[What to do]: Your answer must be the full set of entries, repeated exactly.

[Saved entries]
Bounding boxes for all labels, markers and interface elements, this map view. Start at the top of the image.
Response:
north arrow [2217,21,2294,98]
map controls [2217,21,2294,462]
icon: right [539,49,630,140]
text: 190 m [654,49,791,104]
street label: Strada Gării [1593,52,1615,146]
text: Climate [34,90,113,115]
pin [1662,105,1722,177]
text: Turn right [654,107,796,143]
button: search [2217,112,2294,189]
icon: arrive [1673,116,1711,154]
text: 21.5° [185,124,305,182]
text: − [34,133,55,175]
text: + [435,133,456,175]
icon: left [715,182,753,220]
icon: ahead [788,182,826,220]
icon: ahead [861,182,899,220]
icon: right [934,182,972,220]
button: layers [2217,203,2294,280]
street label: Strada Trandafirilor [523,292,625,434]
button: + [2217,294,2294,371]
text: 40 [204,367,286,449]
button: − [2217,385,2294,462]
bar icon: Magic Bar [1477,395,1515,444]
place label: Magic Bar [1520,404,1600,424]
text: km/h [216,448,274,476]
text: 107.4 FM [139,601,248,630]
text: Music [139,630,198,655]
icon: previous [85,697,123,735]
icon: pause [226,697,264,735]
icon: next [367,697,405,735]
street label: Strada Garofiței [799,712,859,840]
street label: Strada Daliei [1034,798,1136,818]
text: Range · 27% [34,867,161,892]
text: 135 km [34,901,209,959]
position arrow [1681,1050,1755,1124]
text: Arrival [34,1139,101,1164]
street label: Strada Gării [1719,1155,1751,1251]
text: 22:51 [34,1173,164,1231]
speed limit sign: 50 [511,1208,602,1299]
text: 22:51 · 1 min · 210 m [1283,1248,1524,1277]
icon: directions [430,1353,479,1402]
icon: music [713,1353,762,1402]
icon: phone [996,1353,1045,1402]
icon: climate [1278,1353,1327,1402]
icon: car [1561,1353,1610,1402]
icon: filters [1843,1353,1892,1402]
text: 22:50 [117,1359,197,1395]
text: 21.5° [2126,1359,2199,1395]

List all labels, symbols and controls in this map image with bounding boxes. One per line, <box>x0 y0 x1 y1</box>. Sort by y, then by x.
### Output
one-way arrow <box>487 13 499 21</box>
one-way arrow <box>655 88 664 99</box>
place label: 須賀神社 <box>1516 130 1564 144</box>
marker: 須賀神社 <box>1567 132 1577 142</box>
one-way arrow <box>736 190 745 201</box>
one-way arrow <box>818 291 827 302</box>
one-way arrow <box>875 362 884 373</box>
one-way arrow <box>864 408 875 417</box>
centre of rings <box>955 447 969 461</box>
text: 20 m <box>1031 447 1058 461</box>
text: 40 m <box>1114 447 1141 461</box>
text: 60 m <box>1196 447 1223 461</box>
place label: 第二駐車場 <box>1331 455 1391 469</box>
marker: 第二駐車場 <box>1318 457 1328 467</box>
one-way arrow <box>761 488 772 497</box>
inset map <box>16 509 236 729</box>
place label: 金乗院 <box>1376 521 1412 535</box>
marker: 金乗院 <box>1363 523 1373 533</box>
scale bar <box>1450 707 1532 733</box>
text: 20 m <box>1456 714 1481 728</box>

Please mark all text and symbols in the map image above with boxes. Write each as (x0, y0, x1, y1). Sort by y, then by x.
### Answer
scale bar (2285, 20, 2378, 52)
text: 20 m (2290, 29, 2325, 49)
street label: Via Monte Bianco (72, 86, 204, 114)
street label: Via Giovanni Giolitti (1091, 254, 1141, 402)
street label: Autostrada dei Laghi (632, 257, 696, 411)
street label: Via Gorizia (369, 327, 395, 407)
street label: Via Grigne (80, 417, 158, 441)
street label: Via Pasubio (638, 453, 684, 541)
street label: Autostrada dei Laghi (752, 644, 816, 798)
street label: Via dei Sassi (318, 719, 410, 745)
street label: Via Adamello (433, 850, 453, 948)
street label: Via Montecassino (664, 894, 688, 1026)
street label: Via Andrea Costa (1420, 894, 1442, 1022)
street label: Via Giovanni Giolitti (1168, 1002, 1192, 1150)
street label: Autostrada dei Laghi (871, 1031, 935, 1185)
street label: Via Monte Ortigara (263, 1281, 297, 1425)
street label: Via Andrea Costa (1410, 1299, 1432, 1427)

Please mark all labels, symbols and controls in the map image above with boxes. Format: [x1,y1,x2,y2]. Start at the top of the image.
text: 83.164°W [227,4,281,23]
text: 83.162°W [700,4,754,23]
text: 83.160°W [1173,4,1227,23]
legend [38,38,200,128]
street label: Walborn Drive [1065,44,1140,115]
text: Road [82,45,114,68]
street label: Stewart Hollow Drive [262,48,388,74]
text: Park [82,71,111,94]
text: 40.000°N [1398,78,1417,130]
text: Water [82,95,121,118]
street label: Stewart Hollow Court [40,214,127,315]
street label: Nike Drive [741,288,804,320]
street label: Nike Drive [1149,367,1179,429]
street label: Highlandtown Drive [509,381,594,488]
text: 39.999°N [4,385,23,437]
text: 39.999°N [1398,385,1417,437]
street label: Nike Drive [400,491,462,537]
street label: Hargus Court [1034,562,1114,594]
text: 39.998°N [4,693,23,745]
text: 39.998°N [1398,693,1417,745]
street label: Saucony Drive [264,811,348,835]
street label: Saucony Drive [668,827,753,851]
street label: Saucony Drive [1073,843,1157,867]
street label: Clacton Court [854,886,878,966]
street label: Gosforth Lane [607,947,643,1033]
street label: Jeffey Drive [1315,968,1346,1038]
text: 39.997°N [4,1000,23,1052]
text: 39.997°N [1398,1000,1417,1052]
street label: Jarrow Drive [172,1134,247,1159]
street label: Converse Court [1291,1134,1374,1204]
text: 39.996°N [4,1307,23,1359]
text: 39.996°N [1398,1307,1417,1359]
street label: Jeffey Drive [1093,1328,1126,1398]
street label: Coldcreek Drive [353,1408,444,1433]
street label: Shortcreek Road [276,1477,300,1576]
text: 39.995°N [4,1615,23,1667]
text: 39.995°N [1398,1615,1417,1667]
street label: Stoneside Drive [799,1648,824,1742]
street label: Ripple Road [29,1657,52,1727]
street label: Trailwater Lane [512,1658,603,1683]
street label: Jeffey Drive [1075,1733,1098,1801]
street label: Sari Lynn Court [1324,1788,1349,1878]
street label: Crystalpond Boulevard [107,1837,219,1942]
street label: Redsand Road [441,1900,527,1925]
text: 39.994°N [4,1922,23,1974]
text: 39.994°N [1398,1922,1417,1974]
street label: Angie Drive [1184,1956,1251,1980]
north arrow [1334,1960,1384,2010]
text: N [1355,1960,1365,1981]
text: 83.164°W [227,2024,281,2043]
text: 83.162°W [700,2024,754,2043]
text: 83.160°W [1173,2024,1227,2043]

[Task response]:
Bounding boxes for all labels, markers and interface elements, this map view. Start at the top of the image.
Response:
north arrow [2217,21,2294,98]
map controls [2217,21,2294,462]
icon: right [539,49,630,140]
text: 190 m [654,49,791,104]
street label: Strada Gării [1593,52,1615,146]
text: Climate [34,90,113,115]
pin [1662,105,1722,177]
text: Turn right [654,107,796,143]
button: search [2217,112,2294,189]
icon: arrive [1673,116,1711,154]
text: 21.5° [185,124,305,182]
text: − [34,133,55,175]
text: + [435,133,456,175]
icon: left [715,182,753,220]
icon: ahead [788,182,826,220]
icon: ahead [861,182,899,220]
icon: right [934,182,972,220]
button: layers [2217,203,2294,280]
street label: Strada Trandafirilor [523,292,625,434]
button: + [2217,294,2294,371]
text: 40 [204,367,286,449]
button: − [2217,385,2294,462]
bar icon: Magic Bar [1477,395,1515,444]
place label: Magic Bar [1520,404,1600,424]
text: km/h [216,448,274,476]
text: 107.4 FM [139,601,248,630]
text: Music [139,630,198,655]
icon: previous [85,697,123,735]
icon: pause [226,697,264,735]
icon: next [367,697,405,735]
street label: Strada Garofiței [799,712,859,840]
street label: Strada Daliei [1034,798,1136,818]
text: Range · 27% [34,867,161,892]
text: 135 km [34,901,209,959]
position arrow [1681,1050,1755,1124]
text: Arrival [34,1139,101,1164]
street label: Strada Gării [1719,1155,1751,1251]
text: 22:51 [34,1173,164,1231]
speed limit sign: 50 [511,1208,602,1299]
text: 22:51 · 1 min · 210 m [1283,1248,1524,1277]
icon: directions [430,1353,479,1402]
icon: music [713,1353,762,1402]
icon: phone [996,1353,1045,1402]
icon: climate [1278,1353,1327,1402]
icon: car [1561,1353,1610,1402]
icon: filters [1843,1353,1892,1402]
text: 22:50 [117,1359,197,1395]
text: 21.5° [2126,1359,2199,1395]

List all labels, symbols and controls in this map image with bounding boxes. One per line, <box>x0 y0 x1 y1</box>. Sort by y, then by x.
### Output
one-way arrow <box>487 13 499 21</box>
one-way arrow <box>655 88 664 99</box>
place label: 須賀神社 <box>1516 130 1564 144</box>
marker: 須賀神社 <box>1567 132 1577 142</box>
one-way arrow <box>736 190 745 201</box>
one-way arrow <box>818 291 827 302</box>
one-way arrow <box>875 362 884 373</box>
one-way arrow <box>864 408 875 417</box>
centre of rings <box>955 447 969 461</box>
text: 20 m <box>1031 447 1058 461</box>
text: 40 m <box>1114 447 1141 461</box>
text: 60 m <box>1196 447 1223 461</box>
place label: 第二駐車場 <box>1331 455 1391 469</box>
marker: 第二駐車場 <box>1318 457 1328 467</box>
one-way arrow <box>761 488 772 497</box>
inset map <box>16 509 236 729</box>
place label: 金乗院 <box>1376 521 1412 535</box>
marker: 金乗院 <box>1363 523 1373 533</box>
scale bar <box>1450 707 1532 733</box>
text: 20 m <box>1456 714 1481 728</box>

Please mark all text and symbols in the map image above with boxes. Write each as (x0, y0, x1, y1). Sort by y, then by x.
### Answer
scale bar (2285, 20, 2378, 52)
text: 20 m (2290, 29, 2325, 49)
street label: Via Monte Bianco (72, 86, 204, 114)
street label: Via Giovanni Giolitti (1091, 254, 1141, 402)
street label: Autostrada dei Laghi (632, 257, 696, 411)
street label: Via Gorizia (369, 327, 395, 407)
street label: Via Grigne (80, 417, 158, 441)
street label: Via Pasubio (638, 453, 684, 541)
street label: Autostrada dei Laghi (752, 644, 816, 798)
street label: Via dei Sassi (318, 719, 410, 745)
street label: Via Adamello (433, 850, 453, 948)
street label: Via Montecassino (664, 894, 688, 1026)
street label: Via Andrea Costa (1420, 894, 1442, 1022)
street label: Via Giovanni Giolitti (1168, 1002, 1192, 1150)
street label: Autostrada dei Laghi (871, 1031, 935, 1185)
street label: Via Monte Ortigara (263, 1281, 297, 1425)
street label: Via Andrea Costa (1410, 1299, 1432, 1427)

Please mark all labels, symbols and controls in the map image above with boxes. Format: [x1,y1,x2,y2]. Start at the top of the image.
text: 83.164°W [227,4,281,23]
text: 83.162°W [700,4,754,23]
text: 83.160°W [1173,4,1227,23]
legend [38,38,200,128]
street label: Walborn Drive [1065,44,1140,115]
text: Road [82,45,114,68]
street label: Stewart Hollow Drive [262,48,388,74]
text: Park [82,71,111,94]
text: 40.000°N [1398,78,1417,130]
text: Water [82,95,121,118]
street label: Stewart Hollow Court [40,214,127,315]
street label: Nike Drive [741,288,804,320]
street label: Nike Drive [1149,367,1179,429]
street label: Highlandtown Drive [509,381,594,488]
text: 39.999°N [4,385,23,437]
text: 39.999°N [1398,385,1417,437]
street label: Nike Drive [400,491,462,537]
street label: Hargus Court [1034,562,1114,594]
text: 39.998°N [4,693,23,745]
text: 39.998°N [1398,693,1417,745]
street label: Saucony Drive [264,811,348,835]
street label: Saucony Drive [668,827,753,851]
street label: Saucony Drive [1073,843,1157,867]
street label: Clacton Court [854,886,878,966]
street label: Gosforth Lane [607,947,643,1033]
street label: Jeffey Drive [1315,968,1346,1038]
text: 39.997°N [4,1000,23,1052]
text: 39.997°N [1398,1000,1417,1052]
street label: Jarrow Drive [172,1134,247,1159]
street label: Converse Court [1291,1134,1374,1204]
text: 39.996°N [4,1307,23,1359]
text: 39.996°N [1398,1307,1417,1359]
street label: Jeffey Drive [1093,1328,1126,1398]
street label: Coldcreek Drive [353,1408,444,1433]
street label: Shortcreek Road [276,1477,300,1576]
text: 39.995°N [4,1615,23,1667]
text: 39.995°N [1398,1615,1417,1667]
street label: Stoneside Drive [799,1648,824,1742]
street label: Ripple Road [29,1657,52,1727]
street label: Trailwater Lane [512,1658,603,1683]
street label: Jeffey Drive [1075,1733,1098,1801]
street label: Sari Lynn Court [1324,1788,1349,1878]
street label: Crystalpond Boulevard [107,1837,219,1942]
street label: Redsand Road [441,1900,527,1925]
text: 39.994°N [4,1922,23,1974]
text: 39.994°N [1398,1922,1417,1974]
street label: Angie Drive [1184,1956,1251,1980]
north arrow [1334,1960,1384,2010]
text: N [1355,1960,1365,1981]
text: 83.164°W [227,2024,281,2043]
text: 83.162°W [700,2024,754,2043]
text: 83.160°W [1173,2024,1227,2043]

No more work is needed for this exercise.